The prompt for this reading came from one of my Discord servers and is as follows:
“This week, take some time with your divination tools to delve deep into the shadow work surrounding the death topics you have been reflecting on in the previous weeks.”
King of Hearts – By finding a way to kill off my need to overburden myself with responsibilities, it will allow me to not just develop a stronger emotional intelligence, but also find a stronger connection with Gideon… probably through the fact that I would have more time to spend with him instead of being stuck in burnout.

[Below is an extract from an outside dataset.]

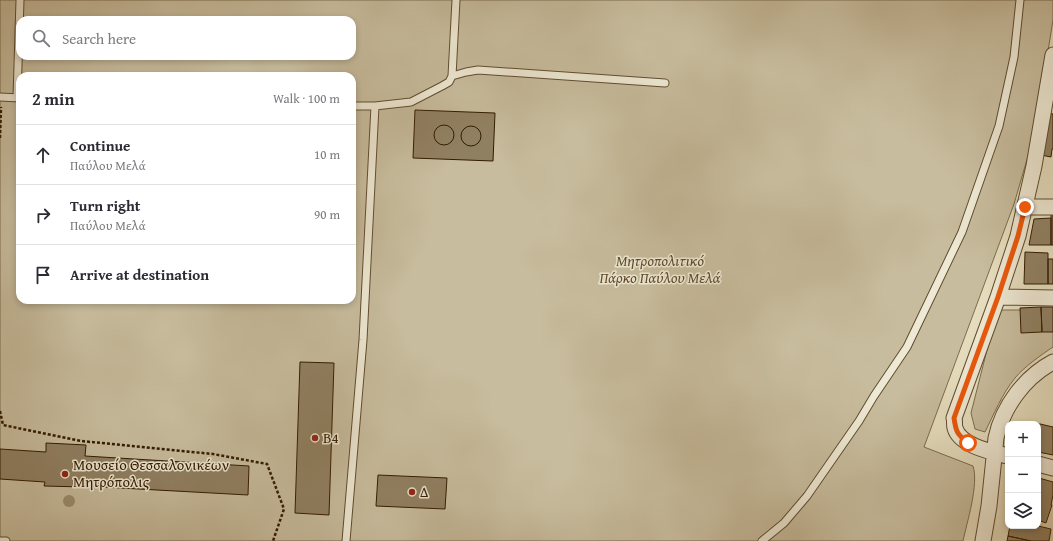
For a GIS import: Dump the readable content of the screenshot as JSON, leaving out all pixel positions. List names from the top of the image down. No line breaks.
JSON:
{"parks":["Μητροπολιτικό Πάρκο Παύλου Μελά"],"places":["Β4","Μουσείο Θεσσαλονικέων Μητρόπολις","Δ"],"page":{"search":"Search here","heading":["2 min","Walk · 100 m"],"list":[["Continue","Παύλου Μελά","10 m"],["Turn right","Παύλου Μελά","90 m"],"Arrive at destination"],"map_buttons":["+","−"]}}
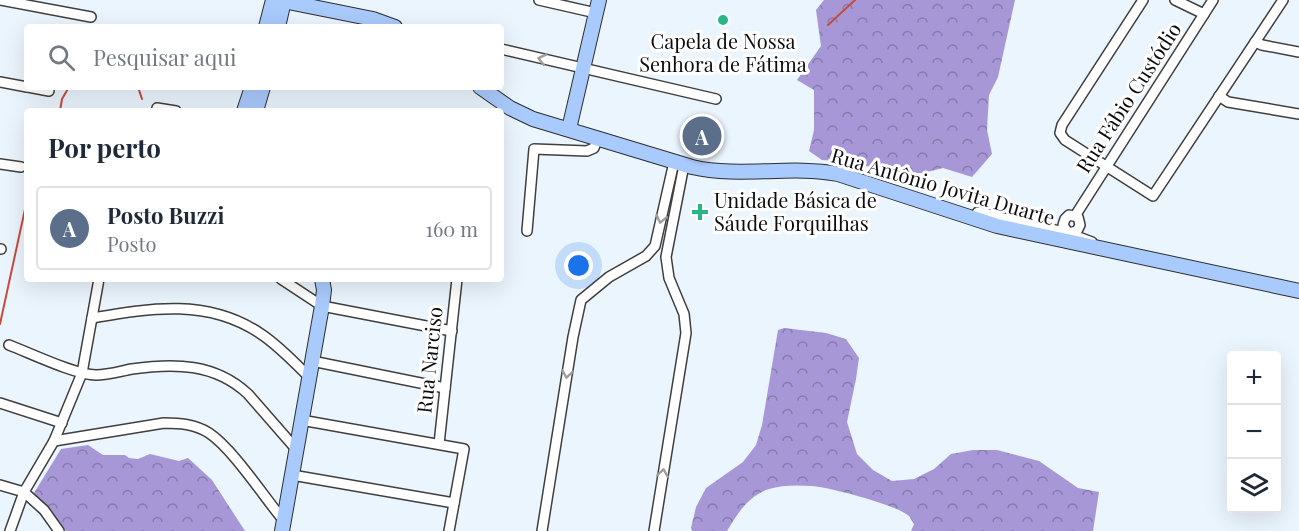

Five of Clubs – The death of this habit may also cause a good deal of inner conflict, as I struggle with my ambitions and how to keep them from pushing me too far.
What old wounds are being brought up with this death?
Queen of Hearts – Self neglect is not the only kind of neglect that is seen here in this card. The space provided in my life can provide space for ruminations on my mother as well and her neglect. These are disappointments I’ve primarily put on the back burner that are at risk of rising up without enough distraction to keep them shoved in their corner.
Four of Clubs – Again, family disappointment rises up in the space left behind by the death of this habit. It’s always been rather painful to me to go back home and not be enthusiastically welcomed in as L is. It’s a struggle to see how L is doted on by our mother (and at one time our father) while my presence was looked upon as an inconvenience or “free labor”.
Both of these old wounds are things that I now have a bit of warning about coming up, and thus can hopefully manage to circumvent a bit so that they do not become too painful.
What aspects of myself is becoming more clear through this death?
Nine of Clubs – That part of my self that needs to protect itself at all costs, and why it is alive and thriving within me even now, as well as the methods I’ve used to create those protections. ie: Overburdening yourself as a distraction.
Eight of Clubs – The ability to motivate myself into moving on my interests and passionate endeavors. I’ve felt very unenthusiastic lately about… pretty much everything. The Eight of Clubs indicates that I will rediscover some balance in this area and, as a result, my enthusiasm and motivation.
Ace of Spades – Along with the resurrection of my enthusiasm, new ideas are also a potential development of the death of this bad habit of mine. The lack of ideas has been lingering along with the motivation issues, which is really unusual for me.
All of these sound like excellent developments in understanding myself and finding my joy and motivation in my creative endeavors again.